Exercise requirements: Return the data that follows exactly, with each line intact.

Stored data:

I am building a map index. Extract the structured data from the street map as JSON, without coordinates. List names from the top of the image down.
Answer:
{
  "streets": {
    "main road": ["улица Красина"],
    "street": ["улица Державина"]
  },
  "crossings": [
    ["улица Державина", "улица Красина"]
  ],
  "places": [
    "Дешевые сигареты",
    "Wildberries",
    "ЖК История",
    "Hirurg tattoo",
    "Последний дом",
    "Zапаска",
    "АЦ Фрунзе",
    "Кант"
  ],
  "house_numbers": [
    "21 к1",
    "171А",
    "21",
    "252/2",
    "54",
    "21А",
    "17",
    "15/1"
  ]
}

Final answer:
I am building a map index. Extract the structured data from the street map as JSON, without coordinates. List names from the top of the image down.
Answer:
{
  "streets": {
    "main road": ["улица Красина"],
    "street": ["улица Державина"]
  },
  "crossings": [
    ["улица Державина", "улица Красина"]
  ],
  "places": [
    "Дешевые сигареты",
    "Wildberries",
    "ЖК История",
    "Hirurg tattoo",
    "Последний дом",
    "Zапаска",
    "АЦ Фрунзе",
    "Кант"
  ],
  "house_numbers": [
    "21 к1",
    "171А",
    "21",
    "252/2",
    "54",
    "21А",
    "17",
    "15/1"
  ]
}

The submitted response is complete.